Content neutrality is a higher bar than you think it is. Content-neutral means the rules cannot take content into account at all.
If the content is millions of ssh login requests on thousands of servers with ec2-user and the top 10000 most used passwords, the infrastructure should be able to block that.
Content-neutrality would probably make it illegal to prevent DDoS attacks. At some levels of infrastructure, sure, but broadly speaking, content-neutrality seems like a bad requirement.
DDoS generally has little to do about the content of the traffic. It's more about volume and traffic pattern.
Anyway, I think the details are in intent and the nature of the communication. Service providers shouldn't actively block communications where the only intent of the communication is consensual exchange of information between two or more parties (such as visiting a website) regardless of the content of the exchanged information.
SPAM would qualify as non-consensual from one party, so it would be exempt.
The intent of DDoS isn't to exchange information, so it would also be exempt.
I'm sure that it would need pages legalese to make this work, like ironing out the circumstances when ISPs can assume intent or consent. SPAM block lists should be reasonable.
Your examples are people forcing packets to a network node, content neutrality is about receiving what you wish from a server whose operator has chosen to serve that content.
Stopping people who are actively committing crimes is not preventing free movement on a right of way. Or rather, it is in layman's terms, but free movement does not include the commission of crimes. In the same way stopping brute force attempts is not the same as inhibiting net neutrality.
Viewpoint neutrality is debatable though, in this situation, HE could argue that they aren't banning based on viewpoint but rather the nature of the content, and point to other websites sharing similar viewpoints that they carry. It just seems like a half-step that pleases no one and does nothing. Let private companies be private companies, we don't need the unelected bureaucrats to tell us how to run DDOS protection or route traffic.

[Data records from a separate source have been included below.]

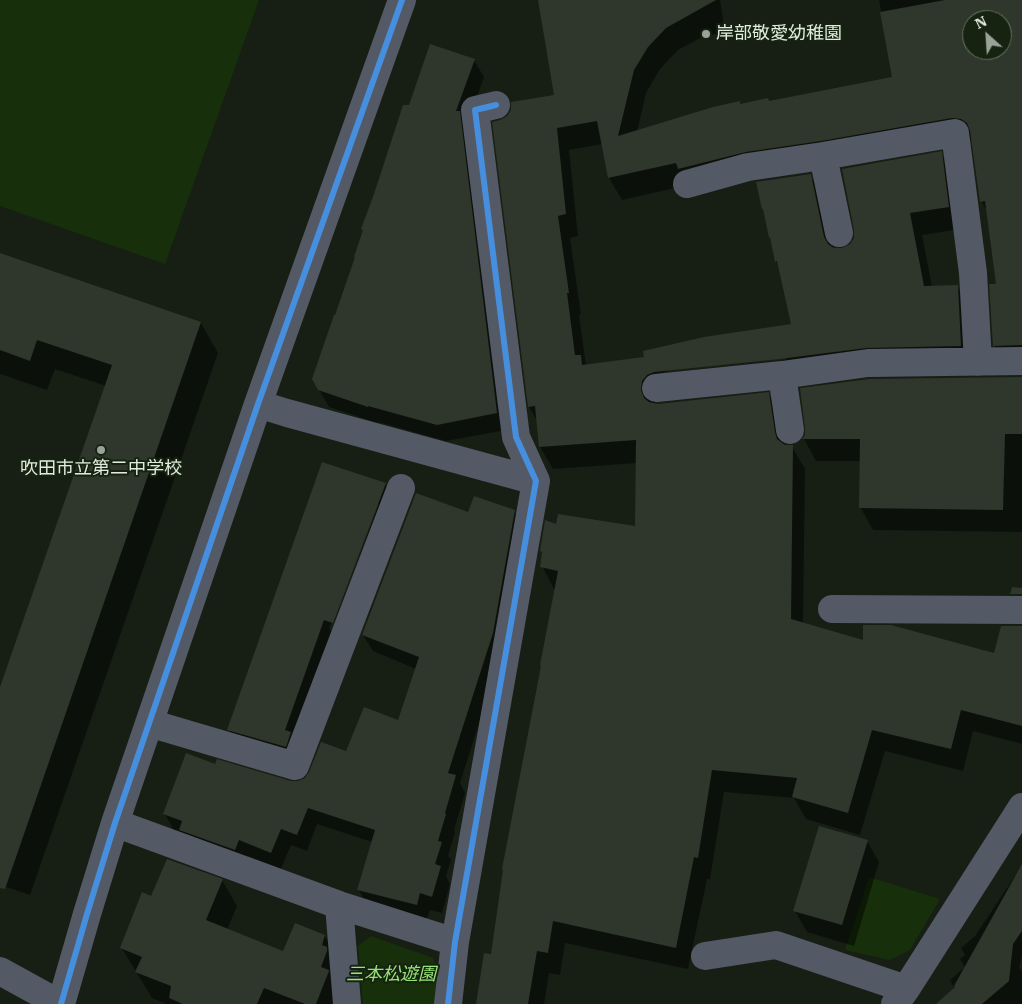 <!DOCTYPE html>
<html>
<head>
<meta charset="utf-8">
<style>
  body { margin:0 }
  #map { position:relative; width:1022px; height:1004px; overflow:hidden; background:#171f14; font-family:"IBM Plex Serif",serif }
  canvas { display:block }
  .north { position:absolute; left:962px; top:10px; width:50px; height:50px; box-sizing:border-box; background:#162310; border:1px solid #677362; border-radius:50%; rotate:334deg; font-size:14px; font-weight:700; line-height:20px; text-align:center; color:#e1eade }
  .north::after { content:''; display:block; margin:auto; width:18px; height:22px; background:#9aa397; clip-path:polygon(50% 0,100% 100%,50% 72%,0 100%) }
</style>
</head>
<body>
<div id="map">
<canvas width="1022" height="1004"></canvas>
<div class="north">N</div>
</div>
<script>
const c = document.querySelector('canvas').getContext('2d');
c.lineJoin = 'round';
function fill(path, color) {
  c.fillStyle = color;
  c.fill(path, 'evenodd');
}
function strokePath(path, color, width, dash) {
  c.strokeStyle = color;
  c.lineWidth = width;
  c.lineCap = dash ? 'butt' : 'round';
  c.setLineDash(dash || []);
  c.stroke(path);
}
function label(font, color, halo, rows, align = 'center') {
  c.font = font + ' "IBM Plex Serif","Noto Sans JP",serif';
  c.lineWidth = 4;
  c.setLineDash([]);
  c.textBaseline = 'middle';
  c.strokeStyle = halo;
  c.fillStyle = color;
  for (const [text, x, y, turn = 0] of rows) {
    c.save();
    c.translate(x, y);
    c.rotate((+turn || 0) * Math.PI / 180);
    c.textAlign = isNaN(turn) ? turn : align;
    if (halo) c.strokeText(text, 0, 0);
    c.fillText(text, 0, 0);
    c.restore();
  }
}
const green = new Path2D(`
  M 0,0 L 259,0 L 165,264 L 0,206 Z
  M 869,877 L 940,899 L 910,950 L 890,960 L 845,950 Z
  M 371,936 L 433,958 L 439,974 L 434,1004 L 363,1004 L 358,946 Z`);
const shadow = new Path2D(`
  M 539,0 L 720,0 L 725,32 L 702,37 L 678,50 L 660,69 L 646,93 L 637,132 L 739,103 L 740,105 L 769,103 L 894,78 L 879,0 L 1022,0 L 1022,367 L 1007,368 L 994,345 L 997,285 L 988,213 L 981,201 L 973,140 L 966,139 L 688,185 L 622,200 L 609,178 L 603,144 L 569,150 L 578,236 L 570,238 L 581,315 L 579,315 L 586,366 L 646,358 L 792,325 L 780,269 L 776,261 L 772,240 L 770,237 L 765,212 L 763,209 L 810,175 L 823,197 L 834,249 L 842,250 L 851,245 L 941,153 L 954,175 L 961,229 L 922,235 L 932,287 L 957,286 L 970,308 L 973,368 L 879,369 L 660,397 L 654,404 L 658,405 L 768,393 L 781,416 L 785,446 L 792,447 L 805,469 L 803,624 L 864,642 L 995,654 L 1022,643 L 1022,744 L 973,731 L 963,771 L 885,751 L 860,835 L 806,819 L 794,798 L 724,792 L 710,879 L 707,879 L 688,969 L 565,943 L 560,975 L 549,973 L 544,1004 L 477,1004 L 492,955 L 556,589 L 554,589 L 542,566 L 543,555 L 541,551 L 557,526 L 636,527 L 637,463 L 553,469 L 540,447 L 538,422 L 529,407 L 494,123 L 555,96 ZM 972,20 L 1002,20 L 1002,50 L 972,50 ZM 786,358 L 786,360 L 664,373 L 663,372 L 669,370 Z
  M 474,60 L 484,77 L 467,126 L 506,430 L 446,441 L 378,422 L 378,423 L 329,407 L 313,379 L 364,232 L 362,229 L 410,106 Z
  M 0,255 L 201,323 L 218,353 L 30,895 L 0,885 L 0,691 L 106,386 L 55,369 L 47,390 L 0,374 Z
  M 1022,378 L 1022,532 L 873,530 L 860,507 L 861,461 L 816,461 L 804,439 Z
  M 385,484 L 403,514 L 304,756 L 246,760 L 229,730 ZM 377,504 L 379,504 L 332,630 L 329,629 Z
  M 514,511 L 524,528 L 502,651 L 460,783 L 465,793 L 454,830 L 455,832 L 448,856 L 451,860 L 446,876 L 450,884 L 442,913 L 430,910 L 426,921 L 368,906 L 358,889 L 372,842 L 317,824 L 307,851 L 291,845 L 281,869 L 248,856 L 244,866 L 174,831 L 165,814 L 216,765 L 290,782 L 298,783 L 398,721 L 416,669 L 373,651 L 363,635 L 469,514 Z
  M 867,841 L 879,862 L 854,946 L 807,932 L 795,911 Z
  M 1015,876 L 1022,885 L 1022,956 L 1019,967 L 1022,972 L 1022,1004 L 938,1004 L 955,989 L 950,980 L 965,967 L 960,959 L 965,955 L 961,948 L 975,936 Z
  M 222,880 L 237,906 L 227,930 L 284,953 L 325,936 L 340,962 L 341,1004 L 187,1004 L 179,1001 L 179,1003 L 180,1004 L 166,1004 L 152,998 L 121,947 L 152,898 Z`);
const building = new Path2D(`
  M 538,0 L 716,0 L 666,28 L 648,47 L 634,70 L 618,136 L 713,107 L 740,101 L 740,104 L 768,98 L 769,101 L 892,77 L 880,12 L 945,0 L 1022,0 L 1022,345 L 993,346 L 989,284 L 996,284 L 985,201 L 980,202 L 970,131 L 967,123 L 961,119 L 952,118 L 821,141 L 746,152 L 678,169 L 676,163 L 608,178 L 597,121 L 557,128 L 566,214 L 558,216 L 569,293 L 567,293 L 575,355 L 581,355 L 582,365 L 644,357 L 643,351 L 704,337 L 791,324 L 777,261 L 775,262 L 770,237 L 769,238 L 763,209 L 762,209 L 756,182 L 811,174 L 824,237 L 828,244 L 834,248 L 842,248 L 850,244 L 854,238 L 854,230 L 842,169 L 942,151 L 949,207 L 910,213 L 924,286 L 958,285 L 961,346 L 866,348 L 780,359 L 654,372 L 647,375 L 642,381 L 641,390 L 644,398 L 649,402 L 658,404 L 769,392 L 775,432 L 777,439 L 785,445 L 793,445 L 791,619 L 863,640 L 863,625 L 891,625 L 994,653 L 1001,626 L 1022,626 L 1022,726 L 961,710 L 951,749 L 872,730 L 848,813 L 792,797 L 797,778 L 712,770 L 698,858 L 694,857 L 676,948 L 553,921 L 548,953 L 537,951 L 528,1004 L 476,1004 L 484,953 L 491,954 L 503,870 L 502,869 L 541,666 L 540,665 L 558,571 L 540,567 L 542,552 L 540,551 L 545,520 L 556,524 L 558,514 L 635,526 L 636,440 L 539,447 L 535,406 L 528,407 L 492,122 L 500,120 L 507,116 L 511,110 L 511,102 L 554,95 ZM 972,20 L 1002,20 L 1002,50 L 972,50 Z
  M 430,44 L 475,59 L 456,111 L 460,111 L 497,413 L 437,425 L 368,406 L 368,407 L 318,390 L 312,379 L 334,315 L 335,315 L 355,257 L 354,257 L 363,230 L 361,229 L 374,194 L 403,105 L 409,105 Z
  M 0,253 L 201,322 L 5,889 L 0,888 L 0,687 L 112,365 L 37,340 L 30,361 L 0,350 Z
  M 1022,377 L 1022,434 L 1005,434 L 1003,510 L 859,508 L 860,439 L 802,439 L 805,435 L 805,428 L 800,388 L 869,379 Z
  M 322,462 L 386,483 L 333,623 L 324,620 L 285,730 L 291,732 L 286,747 L 227,730 Z
  M 416,493 L 468,512 L 474,496 L 515,510 L 493,633 L 448,773 L 456,775 L 445,813 L 446,814 L 438,841 L 442,842 L 435,864 L 441,866 L 432,897 L 420,893 L 417,905 L 357,890 L 375,830 L 308,808 L 297,835 L 281,829 L 271,853 L 239,840 L 235,850 L 179,830 L 182,821 L 163,814 L 186,753 L 215,764 L 217,759 L 291,781 L 298,781 L 305,778 L 309,772 L 321,742 L 346,751 L 364,707 L 398,720 L 419,657 L 362,635 Z
  M 1012,587 L 1022,588 L 1022,594 L 1010,594 Z
  M 819,826 L 868,840 L 842,925 L 793,911 Z
  M 167,859 L 223,879 L 206,920 L 283,951 L 295,923 L 325,935 L 322,945 L 327,947 L 327,951 L 321,967 L 329,970 L 329,971 L 316,1004 L 305,1004 L 264,988 L 257,1004 L 183,1004 L 169,998 L 171,986 L 135,972 L 142,957 L 120,948 L 142,892 L 151,896 Z
  M 1022,864 L 1022,931 L 1013,944 L 1009,981 L 982,1004 L 936,1004 L 955,987 L 954,986 Z`);
const minor = new Path2D(`
  M 823,156 L 839,233
  M 687,184 L 748,167 L 823,156 L 955,133 L 973,273 L 978,362
  M 782,375 L 790,430
  M 656,388 L 782,375 L 868,363 L 1022,361
  M 258,404 L 287,413 L 536,481
  M 832,609 L 1022,610
  M 149,723 L 295,766 L 401,488
  M 115,823 L 339,905 L 455,942
  M 339,905 L 347,1004
  M 705,956 L 776,945 L 906,989
  M 0,971 L 60,1004
  M 61,1004 L 87,914 L 115,823 L 258,404 L 402,0
  M 448,1004 L 455,942 L 536,481 L 516,437 L 475,110 L 496,105
  M 895,1004 L 906,989 L 1022,807`);
const cycleway = new Path2D(`
  M 61,1004 L 87,914 L 115,823 L 258,404 L 402,0
  M 448,1004 L 455,942 L 536,481 L 516,437 L 475,110 L 496,105`);
const markers = [
  [706,34,5,"#9aa397"],
  [101,450,5,"#9aa397"]
];
const poiNames = [
  ["岸部敬愛幼稚園",716,34],
  ["吹田市立第二中学校",101,469,"center"]
];
const parkNames = [
  ["三本松遊園",391,975]
];
fill(green, '#172f0b');
fill(shadow, '#0007');
fill(building, '#2f362c');
strokePath(minor, '#545966', 28);
strokePath(cycleway, '#468fdf', 6);
for (const [x, y, r, color] of markers) {
  const dot = new Path2D();
  dot.arc(x, y, r, 0, 2 * Math.PI);
  c.fillStyle = color;
  c.fill(dot);
  strokePath(dot, '#162310', 2);
}
label('18px', '#e1eade', '#162310', poiNames, 'left');
label('italic 18px', '#98e378', '#162310', parkNames);
</script>
</body>
</html>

Content neutrality is a higher bar than you think it is. Content-neutral means the rules cannot take content into account at all.
If the content is millions of ssh login requests on thousands of servers with ec2-user and the top 10000 most used passwords, the infrastructure should be able to block that.
Content-neutrality would probably make it illegal to prevent DDoS attacks. At some levels of infrastructure, sure, but broadly speaking, content-neutrality seems like a bad requirement.
Viewpoint-neutral, however, is a better goal.